If we have to not play the game in order to enjoy it, something is wrong. I'm 50+ on master, but I'm nerfing so that I only use dragonscale smithing (maxed) - no alchemy or enchanting.
I recently did that Missing In Action quest, and everyone topeside was super easy. Even without hit bonuses I kept one shotting every single NPC up there and thought to myself "WTF is this? This is waaaay too easy on Master.". I think the mechanics is so that those guys are scaled from the first time I visited the place, but without activating the quest. When I entered the dungeon, things upped a bit in toughness, and due to being stupid I even managed to get killed once

This leaves me with a couple of conclusions:
1) Level locking should not occur by first visit to a new place, but instead occur on first fight in a new place. Exploring without entering combat and fighting everything I see is "how I play", and I now have to nerf myself to not enter dungeons at all until I get a quest for it.

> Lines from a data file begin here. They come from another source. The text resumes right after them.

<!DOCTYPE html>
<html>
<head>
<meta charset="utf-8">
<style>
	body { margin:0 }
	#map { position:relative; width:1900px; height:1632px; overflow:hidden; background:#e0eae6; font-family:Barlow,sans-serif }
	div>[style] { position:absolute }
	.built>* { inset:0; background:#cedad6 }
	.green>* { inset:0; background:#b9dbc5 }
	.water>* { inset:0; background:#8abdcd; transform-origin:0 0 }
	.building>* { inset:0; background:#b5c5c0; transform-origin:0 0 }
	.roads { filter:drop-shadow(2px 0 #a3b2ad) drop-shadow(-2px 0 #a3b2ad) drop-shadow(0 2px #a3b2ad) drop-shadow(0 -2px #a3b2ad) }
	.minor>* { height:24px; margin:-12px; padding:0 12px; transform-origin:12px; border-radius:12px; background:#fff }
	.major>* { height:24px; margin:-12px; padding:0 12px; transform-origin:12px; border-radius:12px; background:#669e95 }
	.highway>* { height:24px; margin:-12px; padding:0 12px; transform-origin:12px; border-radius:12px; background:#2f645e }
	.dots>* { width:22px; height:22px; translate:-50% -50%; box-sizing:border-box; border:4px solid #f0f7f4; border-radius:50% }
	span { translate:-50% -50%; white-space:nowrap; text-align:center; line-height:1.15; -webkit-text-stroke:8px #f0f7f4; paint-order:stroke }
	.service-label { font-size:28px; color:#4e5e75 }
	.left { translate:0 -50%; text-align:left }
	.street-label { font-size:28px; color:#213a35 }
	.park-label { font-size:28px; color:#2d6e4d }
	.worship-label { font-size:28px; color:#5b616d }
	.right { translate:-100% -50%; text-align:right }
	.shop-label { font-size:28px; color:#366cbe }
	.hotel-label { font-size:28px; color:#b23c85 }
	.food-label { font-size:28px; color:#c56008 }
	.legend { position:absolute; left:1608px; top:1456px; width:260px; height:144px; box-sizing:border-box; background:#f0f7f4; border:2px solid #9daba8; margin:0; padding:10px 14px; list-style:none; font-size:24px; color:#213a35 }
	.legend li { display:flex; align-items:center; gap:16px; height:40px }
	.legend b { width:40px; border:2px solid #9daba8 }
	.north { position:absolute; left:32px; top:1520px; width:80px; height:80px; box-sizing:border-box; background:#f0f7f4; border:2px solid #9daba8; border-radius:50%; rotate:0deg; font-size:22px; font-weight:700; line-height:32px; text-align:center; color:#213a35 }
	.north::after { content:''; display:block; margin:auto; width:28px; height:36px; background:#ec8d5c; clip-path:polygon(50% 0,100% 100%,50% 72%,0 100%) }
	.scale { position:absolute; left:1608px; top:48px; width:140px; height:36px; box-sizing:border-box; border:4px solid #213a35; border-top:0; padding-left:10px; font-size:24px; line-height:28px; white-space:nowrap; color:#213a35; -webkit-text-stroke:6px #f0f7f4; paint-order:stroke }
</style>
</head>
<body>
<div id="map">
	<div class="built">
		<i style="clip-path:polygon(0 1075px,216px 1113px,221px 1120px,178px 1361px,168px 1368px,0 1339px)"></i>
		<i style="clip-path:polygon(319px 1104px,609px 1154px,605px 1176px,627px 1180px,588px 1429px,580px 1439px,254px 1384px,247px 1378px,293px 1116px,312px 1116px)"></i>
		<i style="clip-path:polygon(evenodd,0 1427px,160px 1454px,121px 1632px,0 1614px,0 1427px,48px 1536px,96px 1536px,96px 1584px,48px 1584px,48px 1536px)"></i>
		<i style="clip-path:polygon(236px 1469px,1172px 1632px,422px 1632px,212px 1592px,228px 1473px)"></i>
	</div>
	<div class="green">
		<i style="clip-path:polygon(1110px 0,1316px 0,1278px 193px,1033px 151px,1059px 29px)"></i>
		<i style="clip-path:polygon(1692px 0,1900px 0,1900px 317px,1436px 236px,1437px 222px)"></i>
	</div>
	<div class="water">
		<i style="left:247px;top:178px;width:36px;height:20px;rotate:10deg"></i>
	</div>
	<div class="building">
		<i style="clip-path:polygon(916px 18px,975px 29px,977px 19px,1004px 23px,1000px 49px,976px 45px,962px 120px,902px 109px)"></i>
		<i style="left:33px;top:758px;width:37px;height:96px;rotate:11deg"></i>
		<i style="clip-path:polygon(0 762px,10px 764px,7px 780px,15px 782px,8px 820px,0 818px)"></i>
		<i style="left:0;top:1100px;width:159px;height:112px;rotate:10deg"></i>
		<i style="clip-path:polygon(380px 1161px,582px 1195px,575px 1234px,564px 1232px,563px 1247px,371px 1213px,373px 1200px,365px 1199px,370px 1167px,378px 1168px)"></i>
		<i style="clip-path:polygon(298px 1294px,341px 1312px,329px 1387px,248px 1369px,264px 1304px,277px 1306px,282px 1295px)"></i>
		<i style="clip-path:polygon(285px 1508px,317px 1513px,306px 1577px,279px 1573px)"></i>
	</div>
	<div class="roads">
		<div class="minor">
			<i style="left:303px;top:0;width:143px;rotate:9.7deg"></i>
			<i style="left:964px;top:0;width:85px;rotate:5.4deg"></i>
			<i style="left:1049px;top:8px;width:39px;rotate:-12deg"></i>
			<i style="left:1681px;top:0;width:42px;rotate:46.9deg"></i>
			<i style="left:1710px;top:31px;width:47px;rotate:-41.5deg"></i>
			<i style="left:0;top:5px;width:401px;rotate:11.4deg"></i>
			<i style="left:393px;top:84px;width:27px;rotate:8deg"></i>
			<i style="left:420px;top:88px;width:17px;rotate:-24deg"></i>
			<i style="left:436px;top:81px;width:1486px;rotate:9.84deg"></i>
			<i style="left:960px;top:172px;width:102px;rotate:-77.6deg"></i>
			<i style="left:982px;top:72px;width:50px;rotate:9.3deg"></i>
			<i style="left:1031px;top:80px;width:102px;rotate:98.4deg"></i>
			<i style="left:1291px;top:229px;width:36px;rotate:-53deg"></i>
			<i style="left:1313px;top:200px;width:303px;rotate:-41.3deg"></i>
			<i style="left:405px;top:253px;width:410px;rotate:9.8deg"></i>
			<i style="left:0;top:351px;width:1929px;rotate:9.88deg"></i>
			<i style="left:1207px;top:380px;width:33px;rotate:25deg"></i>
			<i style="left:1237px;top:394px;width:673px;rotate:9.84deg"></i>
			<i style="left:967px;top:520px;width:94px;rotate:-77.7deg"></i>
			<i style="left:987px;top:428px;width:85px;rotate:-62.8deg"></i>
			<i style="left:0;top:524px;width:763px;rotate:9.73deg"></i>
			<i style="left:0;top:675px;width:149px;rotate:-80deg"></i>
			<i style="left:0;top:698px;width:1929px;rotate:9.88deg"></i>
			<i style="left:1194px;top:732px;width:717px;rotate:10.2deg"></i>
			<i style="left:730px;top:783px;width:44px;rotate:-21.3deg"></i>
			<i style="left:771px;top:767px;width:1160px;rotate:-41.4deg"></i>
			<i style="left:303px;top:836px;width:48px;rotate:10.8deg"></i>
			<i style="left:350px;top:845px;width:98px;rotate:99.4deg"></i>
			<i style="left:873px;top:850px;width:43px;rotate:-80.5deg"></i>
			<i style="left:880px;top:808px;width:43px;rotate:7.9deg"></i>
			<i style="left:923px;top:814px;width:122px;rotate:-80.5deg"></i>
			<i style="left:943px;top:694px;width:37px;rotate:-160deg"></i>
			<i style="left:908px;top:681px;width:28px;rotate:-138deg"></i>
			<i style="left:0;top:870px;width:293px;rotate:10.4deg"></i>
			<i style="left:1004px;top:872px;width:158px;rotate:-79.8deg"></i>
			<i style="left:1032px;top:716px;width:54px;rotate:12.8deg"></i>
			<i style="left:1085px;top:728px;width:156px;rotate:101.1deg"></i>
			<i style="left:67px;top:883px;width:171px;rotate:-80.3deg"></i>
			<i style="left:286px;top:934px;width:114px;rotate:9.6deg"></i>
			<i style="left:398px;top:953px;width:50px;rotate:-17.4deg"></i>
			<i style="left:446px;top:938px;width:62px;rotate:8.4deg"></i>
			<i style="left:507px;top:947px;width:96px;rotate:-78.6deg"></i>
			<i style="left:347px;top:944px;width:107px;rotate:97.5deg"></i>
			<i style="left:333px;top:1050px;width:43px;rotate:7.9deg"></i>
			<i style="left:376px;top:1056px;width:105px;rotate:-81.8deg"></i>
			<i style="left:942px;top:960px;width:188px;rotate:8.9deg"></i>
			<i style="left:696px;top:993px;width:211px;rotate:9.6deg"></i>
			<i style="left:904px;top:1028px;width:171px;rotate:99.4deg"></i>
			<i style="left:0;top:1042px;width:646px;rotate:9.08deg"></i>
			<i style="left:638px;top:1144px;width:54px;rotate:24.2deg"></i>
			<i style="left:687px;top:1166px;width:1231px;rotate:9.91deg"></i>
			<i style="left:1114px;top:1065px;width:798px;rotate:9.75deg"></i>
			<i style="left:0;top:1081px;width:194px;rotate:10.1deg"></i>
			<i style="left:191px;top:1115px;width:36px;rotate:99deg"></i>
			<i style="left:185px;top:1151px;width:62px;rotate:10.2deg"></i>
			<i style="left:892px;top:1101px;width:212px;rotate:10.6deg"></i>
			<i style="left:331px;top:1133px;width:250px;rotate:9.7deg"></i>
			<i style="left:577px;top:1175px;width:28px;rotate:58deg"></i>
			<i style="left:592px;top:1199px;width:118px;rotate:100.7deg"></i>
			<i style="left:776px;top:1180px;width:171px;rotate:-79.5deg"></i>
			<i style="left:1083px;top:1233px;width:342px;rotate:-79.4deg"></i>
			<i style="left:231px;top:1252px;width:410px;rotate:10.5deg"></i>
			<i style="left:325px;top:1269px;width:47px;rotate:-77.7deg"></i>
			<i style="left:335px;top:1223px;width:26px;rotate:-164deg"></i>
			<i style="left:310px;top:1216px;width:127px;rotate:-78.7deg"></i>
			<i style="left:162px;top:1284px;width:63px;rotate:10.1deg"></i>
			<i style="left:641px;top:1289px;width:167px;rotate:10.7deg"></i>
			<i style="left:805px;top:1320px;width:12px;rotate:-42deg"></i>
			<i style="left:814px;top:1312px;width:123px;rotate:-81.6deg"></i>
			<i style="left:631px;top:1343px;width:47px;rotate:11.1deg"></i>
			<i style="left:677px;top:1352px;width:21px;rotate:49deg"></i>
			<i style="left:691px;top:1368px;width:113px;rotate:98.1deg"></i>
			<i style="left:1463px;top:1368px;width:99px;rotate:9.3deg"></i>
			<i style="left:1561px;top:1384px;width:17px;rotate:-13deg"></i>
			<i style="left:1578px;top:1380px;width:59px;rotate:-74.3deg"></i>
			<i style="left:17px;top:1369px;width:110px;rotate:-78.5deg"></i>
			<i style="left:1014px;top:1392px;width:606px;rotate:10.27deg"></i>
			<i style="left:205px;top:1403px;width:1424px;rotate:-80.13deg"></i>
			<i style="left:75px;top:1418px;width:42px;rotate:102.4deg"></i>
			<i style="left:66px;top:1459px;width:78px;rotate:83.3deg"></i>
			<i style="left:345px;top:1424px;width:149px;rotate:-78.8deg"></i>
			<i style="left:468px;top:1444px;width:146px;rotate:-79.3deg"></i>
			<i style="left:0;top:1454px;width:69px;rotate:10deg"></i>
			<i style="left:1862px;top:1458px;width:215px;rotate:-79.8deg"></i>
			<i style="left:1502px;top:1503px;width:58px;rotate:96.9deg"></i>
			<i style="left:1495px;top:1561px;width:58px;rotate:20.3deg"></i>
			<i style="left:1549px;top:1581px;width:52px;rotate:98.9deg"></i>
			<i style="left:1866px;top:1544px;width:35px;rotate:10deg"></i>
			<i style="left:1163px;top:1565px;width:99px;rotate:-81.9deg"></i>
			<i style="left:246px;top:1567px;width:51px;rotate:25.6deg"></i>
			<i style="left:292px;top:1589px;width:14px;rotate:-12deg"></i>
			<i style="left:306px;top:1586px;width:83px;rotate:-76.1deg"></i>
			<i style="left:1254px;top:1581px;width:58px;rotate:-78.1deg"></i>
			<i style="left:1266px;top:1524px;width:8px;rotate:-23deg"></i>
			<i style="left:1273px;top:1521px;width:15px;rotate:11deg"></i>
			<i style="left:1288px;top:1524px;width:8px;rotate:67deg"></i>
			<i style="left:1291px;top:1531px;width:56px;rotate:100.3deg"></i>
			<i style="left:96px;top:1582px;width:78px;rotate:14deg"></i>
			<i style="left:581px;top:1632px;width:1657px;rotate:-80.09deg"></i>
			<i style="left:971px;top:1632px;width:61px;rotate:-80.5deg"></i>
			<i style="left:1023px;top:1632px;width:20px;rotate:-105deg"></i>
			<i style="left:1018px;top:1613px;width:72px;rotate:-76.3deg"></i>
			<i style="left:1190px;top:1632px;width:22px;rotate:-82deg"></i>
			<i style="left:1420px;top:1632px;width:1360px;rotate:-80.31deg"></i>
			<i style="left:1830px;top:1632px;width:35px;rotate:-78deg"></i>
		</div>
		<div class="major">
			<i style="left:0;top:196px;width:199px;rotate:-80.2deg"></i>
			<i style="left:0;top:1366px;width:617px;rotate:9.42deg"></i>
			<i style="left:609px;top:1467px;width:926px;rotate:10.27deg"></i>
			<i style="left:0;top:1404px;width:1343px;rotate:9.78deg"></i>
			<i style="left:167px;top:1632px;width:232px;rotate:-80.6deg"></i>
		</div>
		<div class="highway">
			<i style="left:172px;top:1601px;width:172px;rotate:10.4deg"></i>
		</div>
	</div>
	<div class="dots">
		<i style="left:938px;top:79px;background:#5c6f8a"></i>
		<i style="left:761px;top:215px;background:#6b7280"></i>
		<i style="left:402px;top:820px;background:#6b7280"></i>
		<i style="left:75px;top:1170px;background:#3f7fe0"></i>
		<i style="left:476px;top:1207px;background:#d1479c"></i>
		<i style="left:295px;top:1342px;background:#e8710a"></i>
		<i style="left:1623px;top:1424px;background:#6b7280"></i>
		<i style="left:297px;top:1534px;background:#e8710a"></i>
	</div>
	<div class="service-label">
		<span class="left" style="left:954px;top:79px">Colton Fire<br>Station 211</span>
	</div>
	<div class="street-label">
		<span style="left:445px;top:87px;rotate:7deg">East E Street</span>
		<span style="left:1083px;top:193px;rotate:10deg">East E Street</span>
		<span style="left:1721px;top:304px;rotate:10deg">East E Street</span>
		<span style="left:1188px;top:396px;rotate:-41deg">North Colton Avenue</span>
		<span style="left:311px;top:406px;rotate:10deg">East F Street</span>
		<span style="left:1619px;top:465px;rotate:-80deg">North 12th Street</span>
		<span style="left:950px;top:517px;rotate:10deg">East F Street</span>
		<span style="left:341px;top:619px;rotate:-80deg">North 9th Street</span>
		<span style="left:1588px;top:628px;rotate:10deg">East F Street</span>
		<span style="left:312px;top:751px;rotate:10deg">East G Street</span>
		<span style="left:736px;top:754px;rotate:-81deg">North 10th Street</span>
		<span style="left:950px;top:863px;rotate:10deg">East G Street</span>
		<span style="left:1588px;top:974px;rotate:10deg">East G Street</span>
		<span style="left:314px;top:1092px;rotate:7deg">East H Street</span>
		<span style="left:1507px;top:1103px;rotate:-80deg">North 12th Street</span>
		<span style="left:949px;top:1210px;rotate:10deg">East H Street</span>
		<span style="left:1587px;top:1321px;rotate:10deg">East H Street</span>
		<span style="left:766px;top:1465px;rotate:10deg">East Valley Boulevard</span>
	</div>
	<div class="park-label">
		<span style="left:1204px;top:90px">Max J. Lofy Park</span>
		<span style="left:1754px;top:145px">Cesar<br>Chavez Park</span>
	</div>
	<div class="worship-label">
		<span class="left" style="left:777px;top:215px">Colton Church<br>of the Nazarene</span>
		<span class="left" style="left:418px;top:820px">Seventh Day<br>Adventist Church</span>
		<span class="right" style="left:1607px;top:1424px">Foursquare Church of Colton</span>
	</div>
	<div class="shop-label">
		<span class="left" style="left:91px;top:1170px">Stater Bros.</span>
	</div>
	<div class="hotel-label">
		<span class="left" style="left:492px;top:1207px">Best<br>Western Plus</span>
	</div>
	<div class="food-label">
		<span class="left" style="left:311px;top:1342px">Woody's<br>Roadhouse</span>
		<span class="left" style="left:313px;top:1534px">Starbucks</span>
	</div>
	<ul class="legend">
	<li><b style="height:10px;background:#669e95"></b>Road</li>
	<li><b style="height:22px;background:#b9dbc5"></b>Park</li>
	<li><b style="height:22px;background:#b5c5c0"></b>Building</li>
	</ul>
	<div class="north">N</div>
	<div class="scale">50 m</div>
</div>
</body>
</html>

2) With higher difficulties the lower end should scale higher as we progress through levels. The early game was very difficult, and I loved it - forced me to think. At higher levels (at least without exploiting features) high level enemies still pose a good challenge which I can't ignore (ancient dragons are tough as hell), but the lower end ones could be scaled higher. Not to the point where I don't feel I have any progress anymore, but at least enough so that I still have to put up a fight to win.
The first one requires quite a bit of recoding, which probably won't happen. The second one can probably be changed with mods, and could be included as default.

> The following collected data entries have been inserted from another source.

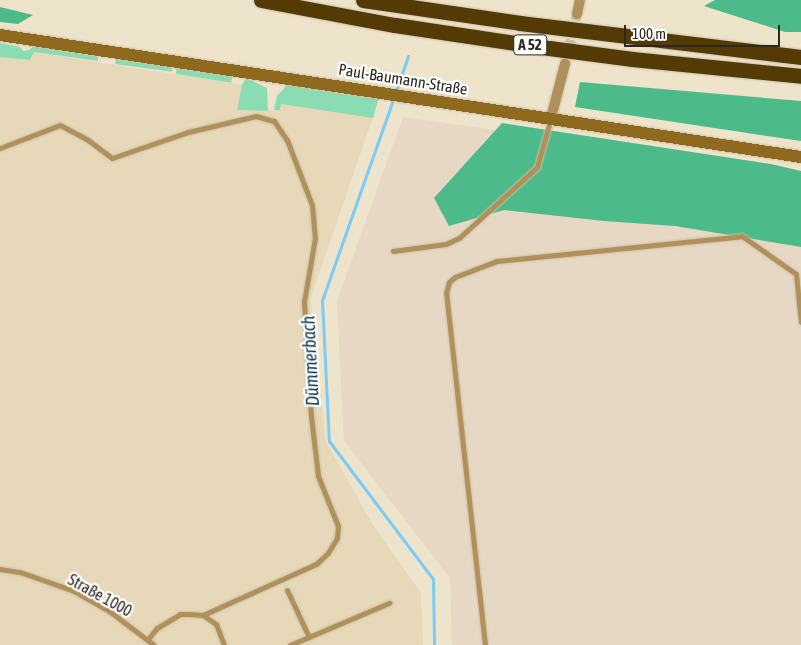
<!DOCTYPE html>
<html>
<head>
<meta charset="utf-8">
<style>
	body { margin:0 }
	#map { position:relative; width:801px; height:645px; overflow:hidden; background:#eee4cb; font-family:"Asap Condensed",sans-serif }
	div>[style] { position:absolute }
	[style*='--x'] { left:calc(var(--x)*1px); top:calc(var(--y)*1px); width:calc(var(--w)*1px); rotate:calc(var(--a)*1deg) }
	.commercial>* { inset:0; background:#e6d8c5 }
	.built>* { inset:0; background:#e6d8b8 }
	.green>* { inset:0; background:#8adcb3; transform-origin:0 0 }
	.forest>* { inset:0; background:#4cba89 }
	.stream>* { height:3px; margin:-1.5px; padding:0 1.5px; transform-origin:1.5px; border-radius:1.5px; background:#7ccaf6 }
	.minor-tunnel>* { height:10px; margin-top:-5px; transform-origin:0; background:repeating-linear-gradient(90deg,#c7bea9 0 10px,transparent 0 15px) }
	.roads { filter:drop-shadow(0 0 1px #cbc2ac) drop-shadow(0 0 1px #cbc2ac) }
	.service>* { height:5px; margin:-2.5px; padding:0 2.5px; transform-origin:2.5px; border-radius:2.5px; background:#b19159 }
	.minor>* { height:10px; margin:-5px; padding:0 5px; transform-origin:5px; border-radius:5px; background:#b19159 }
	.secondary>* { height:12px; margin:-6px; padding:0 6px; transform-origin:6px; border-radius:6px; background:#8f691e }
	.motorway>* { height:15px; margin:-7.5px; padding:0 7.5px; transform-origin:7.5px; border-radius:7.5px; background:#543b05 }
	span { translate:-50% -50%; white-space:nowrap; text-align:center; line-height:1.15; -webkit-text-stroke:4.5px #fff; paint-order:stroke }
	.shield-label span { padding:1px 4px; background:#fff; border:1px solid; border-radius:4px; -webkit-text-stroke-width:0 }
	.shield-label { font-size:15px; color:#2c281f; font-weight:700 }
	.street-label { font-size:16px; color:#2c281f }
	.water-label { font-size:18px; color:#07364d; font-style:italic }
	.scale { position:absolute; left:624px; top:25px; width:156px; height:22px; box-sizing:border-box; border:2px solid #2c281f; border-top:0; padding-left:6px; font-size:15px; line-height:18px; white-space:nowrap; color:#2c281f; -webkit-text-stroke:4px #fff; paint-order:stroke }
</style>
</head>
<body>
<div id="map">
	<div class="commercial">
		<div style="clip-path:polygon(403px 117px,736px 164px,801px 179px,801px 645px,452px 645px,450px 578px,344px 441px,337px 301px)"></div>
	</div>
	<div class="built">
		<div style="clip-path:polygon(34px 52px,242px 85px,238px 110px,280px 110px,281px 104px,373px 117px,310px 300px,326px 442px,373px 525px,421px 593px,423px 645px,0 645px,0 57px,30px 60px)"></div>
	</div>
	<div class="green">
		<div style="clip-path:polygon(0 43px,20px 47px,23px 51px,29px 50px,34px 46px,93px 54px,98px 58px,98px 61px,34px 52px,30px 60px,0 57px)"></div>
		<div style="left:116px;top:58px;width:57px;height:6px;rotate:8deg"></div>
		<div style="left:177px;top:67px;width:56px;height:7px;rotate:9deg"></div>
		<div style="clip-path:polygon(246px 78px,267px 88px,268px 111px,237px 110px,242px 85px)"></div>
		<div style="clip-path:polygon(287px 85px,298px 85px,379px 97px,373px 118px,281px 104px,280px 110px,274px 110px,277px 96px)"></div>
	</div>
	<div class="forest">
		<div style="clip-path:polygon(715px 0,801px 0,801px 32px,785px 32px,704px 6px)"></div>
		<div style="clip-path:polygon(0 7px,33px 15px,18px 24px,0 22px)"></div>
		<div style="clip-path:polygon(580px 82px,801px 101px,801px 141px,575px 107px)"></div>
		<div style="clip-path:polygon(502px 123px,771px 164px,801px 171px,801px 247px,675px 226px,604px 221px,504px 210px,449px 226px,434px 198px)"></div>
	</div>
	<div class="stream">
		<div style="--x:396;--y:91;--w:37;--a:-71"></div>
		<div style="--x:394;--y:97;--w:215;--a:109.5"></div>
		<div style="--x:322;--y:300;--w:141;--a:87.2"></div>
		<div style="--x:329;--y:441;--w:173;--a:53"></div>
		<div style="--x:433;--y:579;--w:66;--a:89.1"></div>
	</div>
	<div class="minor-tunnel">
		<div style="--x:565;--y:64;--w:51;--a:-76.5"></div>
	</div>
	<div class="roads">
		<div class="service">
			<div style="--x:0;--y:148;--w:64;--a:-21"></div>
			<div style="--x:60;--y:125;--w:32;--a:28"></div>
			<div style="--x:88;--y:140;--w:30;--a:37"></div>
			<div style="--x:112;--y:158;--w:80;--a:-18.9"></div>
			<div style="--x:188;--y:132;--w:70;--a:-13.2"></div>
			<div style="--x:256;--y:116;--w:19;--a:16"></div>
			<div style="--x:274;--y:121;--w:23;--a:56"></div>
			<div style="--x:287;--y:140;--w:70;--a:69"></div>
			<div style="--x:312;--y:205;--w:33;--a:85"></div>
			<div style="--x:315;--y:238;--w:65;--a:99.8"></div>
			<div style="--x:304;--y:302;--w:114;--a:86.5"></div>
			<div style="--x:311;--y:416;--w:60;--a:83.3"></div>
			<div style="--x:318;--y:476;--w:54;--a:68.2"></div>
			<div style="--x:338;--y:526;--w:12;--a:95"></div>
			<div style="--x:337;--y:538;--w:17;--a:121"></div>
			<div style="--x:328;--y:553;--w:16;--a:137"></div>
			<div style="--x:316;--y:564;--w:124;--a:155.7"></div>
			<div style="--x:393;--y:251;--w:53;--a:-7.5"></div>
			<div style="--x:446;--y:244;--w:14;--a:-25"></div>
			<div style="--x:459;--y:238;--w:105;--a:-42.3"></div>
			<div style="--x:537;--y:167;--w:48;--a:-74.2"></div>
			<div style="--x:0;--y:569;--w:20;--a:9"></div>
			<div style="--x:20;--y:572;--w:57;--a:19.4"></div>
			<div style="--x:74;--y:591;--w:40;--a:29.7"></div>
			<div style="--x:109;--y:611;--w:56;--a:37.1"></div>
			<div style="--x:287;--y:590;--w:52;--a:64.9"></div>
			<div style="--x:148;--y:639;--w:14;--a:-51"></div>
			<div style="--x:157;--y:628;--w:27;--a:-31"></div>
			<div style="--x:180;--y:614;--w:8;--a:0"></div>
			<div style="--x:188;--y:614;--w:15;--a:4"></div>
			<div style="--x:203;--y:615;--w:16;--a:35"></div>
			<div style="--x:216;--y:624;--w:22;--a:69"></div>
			<div style="--x:290;--y:645;--w:108;--a:-23"></div>
			<div style="--x:485;--y:645;--w:354;--a:-96.3"></div>
			<div style="--x:446;--y:293;--w:11;--a:-75"></div>
			<div style="--x:449;--y:282;--w:8;--a:-40"></div>
			<div style="--x:455;--y:277;--w:45;--a:-20.9"></div>
			<div style="--x:497;--y:261;--w:246;--a:-5.8"></div>
			<div style="--x:742;--y:236;--w:66;--a:35.1"></div>
			<div style="--x:796;--y:274;--w:48;--a:84.1"></div>
		</div>
		<div class="minor">
			<div style="--x:577;--y:14;--w:14;--a:-78"></div>
			<div style="--x:551;--y:118;--w:56;--a:-75.5"></div>
		</div>
		<div class="secondary">
			<div style="--x:0;--y:35;--w:810;--a:8.66"></div>
		</div>
		<div class="motorway">
			<div style="--x:261;--y:0;--w:136;--a:10.6"></div>
			<div style="--x:395;--y:25;--w:156;--a:8.5"></div>
			<div style="--x:549;--y:48;--w:84;--a:7.5"></div>
			<div style="--x:632;--y:59;--w:170;--a:5.7"></div>
			<div style="--x:363;--y:0;--w:159;--a:8.3"></div>
			<div style="--x:520;--y:23;--w:283;--a:6.9"></div>
		</div>
	</div>
	<div class="shield-label">
		<span style="left:530px;top:45px">A 52</span>
	</div>
	<div class="street-label">
		<span style="left:403px;top:79px;rotate:9deg">Paul-Baumann-Straße</span>
		<span style="left:100px;top:595px;rotate:29deg">Straße 1000</span>
	</div>
	<div class="water-label">
		<span style="left:311px;top:361px;rotate:-93deg">Dümmerbach</span>
	</div>
	<div class="scale">100 m</div>
</div>
</body>
</html>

Lastly, up the importance of the now neglected skills and perks. Now I can open every master lock in the game with two or three picks, but I haven't spent a single perk into lockpicking. And I'm an archer/worrier like build.
The game would be "annoyingly perfect" if all skills had perks in them that you felt you really needed but couldn't get all of. If you go for multiple crafting skills, make sure the neglect of others are really felt.
Maybe classes should be brought back, with limits put in even in the custom class where you cannot pick "easy to skill up skills" that conflicts one another? In other RPGs they have tons of these "arbitrary rules" with intention of breaking down power gaming, despite having a role master in flesh and blood with thinking capabilities.
Another big worry is how ridiculously fast I reached 50+, without really doing anything useful in the game at all. And now that I've finally begun playing it, it gives me no sense of progress at all because I use skills that are already max'ed out.
As much as I love the idea about use skill to level up, this is the downside of it. Compare to FONV whose mechanics didn't let me level up indefinitely by skill usage/grinding at all, but instead you had to "play the game content" in order to be rewarded. Progress is divided throughout the game, instead of all at once then complete stop. I enjoyed every build I had, and I didn't have to nerf anything. I felt really good at high levels, yet I couldn't rush through anything (hardcoe mode of course).
Focused skilling is rewarded too much in this game apparently. Even if they should obviously feel stronger than jack-of-all-trades builds, we don't get penalized much at all for not doing it.
Maybe adaptive evaluation (more effective on higher levels) is the solution? Punish us more for the traits we don't have. I wouldn't be the one to program it though

Still, it's too late for this game (sadly). Maybe food for thought for the next one, although I don't expect it to be...
Also, the game needs to get out of this "need to max out" idea. Let it be harder to reach 50 skill than 100 skill, but have all perks available at 50. 100 should be so ridiculously hard to reach no players would ever get there. More cross referenced perk requirements, like i.e. the Sneak perk "No armor penalty" (?) you'd also need to have certain skill levels in light armor (not heavy armor, as it doesn't make sense) in order to get it.